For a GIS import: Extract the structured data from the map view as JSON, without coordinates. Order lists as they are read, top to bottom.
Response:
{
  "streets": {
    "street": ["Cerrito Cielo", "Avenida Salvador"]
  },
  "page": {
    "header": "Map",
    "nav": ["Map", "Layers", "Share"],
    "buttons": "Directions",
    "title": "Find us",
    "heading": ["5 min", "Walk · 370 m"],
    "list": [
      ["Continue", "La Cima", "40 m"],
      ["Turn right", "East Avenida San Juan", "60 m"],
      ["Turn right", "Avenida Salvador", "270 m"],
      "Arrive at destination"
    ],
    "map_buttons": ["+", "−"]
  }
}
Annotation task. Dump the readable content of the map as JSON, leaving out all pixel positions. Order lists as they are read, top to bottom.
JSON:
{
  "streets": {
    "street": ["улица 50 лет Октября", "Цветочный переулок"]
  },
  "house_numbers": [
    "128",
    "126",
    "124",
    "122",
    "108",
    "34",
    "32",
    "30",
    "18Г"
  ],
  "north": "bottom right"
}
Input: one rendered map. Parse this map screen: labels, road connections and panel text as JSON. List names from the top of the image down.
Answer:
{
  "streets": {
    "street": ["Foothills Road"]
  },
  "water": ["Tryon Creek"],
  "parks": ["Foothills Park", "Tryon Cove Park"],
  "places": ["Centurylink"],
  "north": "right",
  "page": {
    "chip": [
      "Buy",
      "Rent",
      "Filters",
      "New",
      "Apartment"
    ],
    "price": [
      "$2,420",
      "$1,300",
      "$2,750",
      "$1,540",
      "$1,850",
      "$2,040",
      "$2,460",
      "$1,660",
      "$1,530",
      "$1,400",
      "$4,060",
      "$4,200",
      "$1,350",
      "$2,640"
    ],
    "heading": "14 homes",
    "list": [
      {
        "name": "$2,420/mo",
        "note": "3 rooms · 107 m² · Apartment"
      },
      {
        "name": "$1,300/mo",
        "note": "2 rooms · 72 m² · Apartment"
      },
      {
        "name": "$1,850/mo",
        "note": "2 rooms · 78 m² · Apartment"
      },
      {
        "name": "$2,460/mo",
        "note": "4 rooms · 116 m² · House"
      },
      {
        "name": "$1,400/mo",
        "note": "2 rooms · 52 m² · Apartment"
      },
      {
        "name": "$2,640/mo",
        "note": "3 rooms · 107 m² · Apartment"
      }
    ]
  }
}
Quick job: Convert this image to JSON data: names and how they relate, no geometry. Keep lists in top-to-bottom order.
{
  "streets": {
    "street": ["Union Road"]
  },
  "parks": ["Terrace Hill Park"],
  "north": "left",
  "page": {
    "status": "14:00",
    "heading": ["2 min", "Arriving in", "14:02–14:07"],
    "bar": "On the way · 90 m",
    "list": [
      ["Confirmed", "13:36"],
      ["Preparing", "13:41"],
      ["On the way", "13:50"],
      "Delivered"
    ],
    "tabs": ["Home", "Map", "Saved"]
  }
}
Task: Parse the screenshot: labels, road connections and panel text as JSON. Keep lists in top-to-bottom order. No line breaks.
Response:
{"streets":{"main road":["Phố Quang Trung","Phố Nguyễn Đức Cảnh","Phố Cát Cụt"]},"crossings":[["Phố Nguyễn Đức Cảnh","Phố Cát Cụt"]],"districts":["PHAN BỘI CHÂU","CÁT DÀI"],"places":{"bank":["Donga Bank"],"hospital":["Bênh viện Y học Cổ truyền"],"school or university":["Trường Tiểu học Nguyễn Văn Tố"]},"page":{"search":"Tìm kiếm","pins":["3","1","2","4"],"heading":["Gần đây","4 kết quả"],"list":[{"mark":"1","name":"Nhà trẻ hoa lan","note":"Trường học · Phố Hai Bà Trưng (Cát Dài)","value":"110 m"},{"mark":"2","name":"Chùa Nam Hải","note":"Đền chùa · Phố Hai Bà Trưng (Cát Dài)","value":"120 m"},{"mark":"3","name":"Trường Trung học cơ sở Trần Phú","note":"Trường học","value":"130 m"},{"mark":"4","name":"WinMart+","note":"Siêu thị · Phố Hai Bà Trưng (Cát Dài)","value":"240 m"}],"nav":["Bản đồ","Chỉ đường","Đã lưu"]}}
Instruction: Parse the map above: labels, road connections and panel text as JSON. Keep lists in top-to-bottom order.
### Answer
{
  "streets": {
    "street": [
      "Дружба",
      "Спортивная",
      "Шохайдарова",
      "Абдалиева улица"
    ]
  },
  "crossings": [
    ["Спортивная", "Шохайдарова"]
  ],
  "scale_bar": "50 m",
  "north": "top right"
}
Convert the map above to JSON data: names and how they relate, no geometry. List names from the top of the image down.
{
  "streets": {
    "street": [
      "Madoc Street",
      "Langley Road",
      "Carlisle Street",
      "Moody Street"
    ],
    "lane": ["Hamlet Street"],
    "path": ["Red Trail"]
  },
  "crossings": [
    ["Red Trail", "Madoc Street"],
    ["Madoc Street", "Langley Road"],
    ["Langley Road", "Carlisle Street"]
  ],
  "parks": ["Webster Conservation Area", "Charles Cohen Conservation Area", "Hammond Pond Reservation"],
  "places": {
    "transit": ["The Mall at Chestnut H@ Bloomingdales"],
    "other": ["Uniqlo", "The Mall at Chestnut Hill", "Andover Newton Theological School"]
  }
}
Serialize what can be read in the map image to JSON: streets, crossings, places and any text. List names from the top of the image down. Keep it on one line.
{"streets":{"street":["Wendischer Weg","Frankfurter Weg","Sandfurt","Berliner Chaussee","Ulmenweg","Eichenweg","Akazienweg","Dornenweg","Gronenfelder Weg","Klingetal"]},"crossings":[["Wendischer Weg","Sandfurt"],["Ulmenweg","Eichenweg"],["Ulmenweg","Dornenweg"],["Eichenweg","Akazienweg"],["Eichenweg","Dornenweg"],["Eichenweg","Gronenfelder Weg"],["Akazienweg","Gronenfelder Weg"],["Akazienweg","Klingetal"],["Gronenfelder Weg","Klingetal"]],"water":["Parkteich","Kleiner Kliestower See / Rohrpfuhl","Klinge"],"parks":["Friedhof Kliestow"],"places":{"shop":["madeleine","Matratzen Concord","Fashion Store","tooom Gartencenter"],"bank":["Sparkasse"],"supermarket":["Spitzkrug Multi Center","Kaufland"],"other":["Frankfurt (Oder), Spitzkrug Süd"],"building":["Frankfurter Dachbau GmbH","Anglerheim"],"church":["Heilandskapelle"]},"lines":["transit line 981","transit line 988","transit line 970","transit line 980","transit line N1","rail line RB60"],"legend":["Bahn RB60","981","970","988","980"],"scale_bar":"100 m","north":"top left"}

================================

Write out each line above that contains the word "connections".

# [Exercise solution]
Input: one rendered map. Parse this map screen: labels, road connections and panel text as JSON. List names from the top of the image down.
Task: Parse the screenshot: labels, road connections and panel text as JSON. Keep lists in top-to-bottom order. No line breaks.
Instruction: Parse the map above: labels, road connections and panel text as JSON. Keep lists in top-to-bottom order.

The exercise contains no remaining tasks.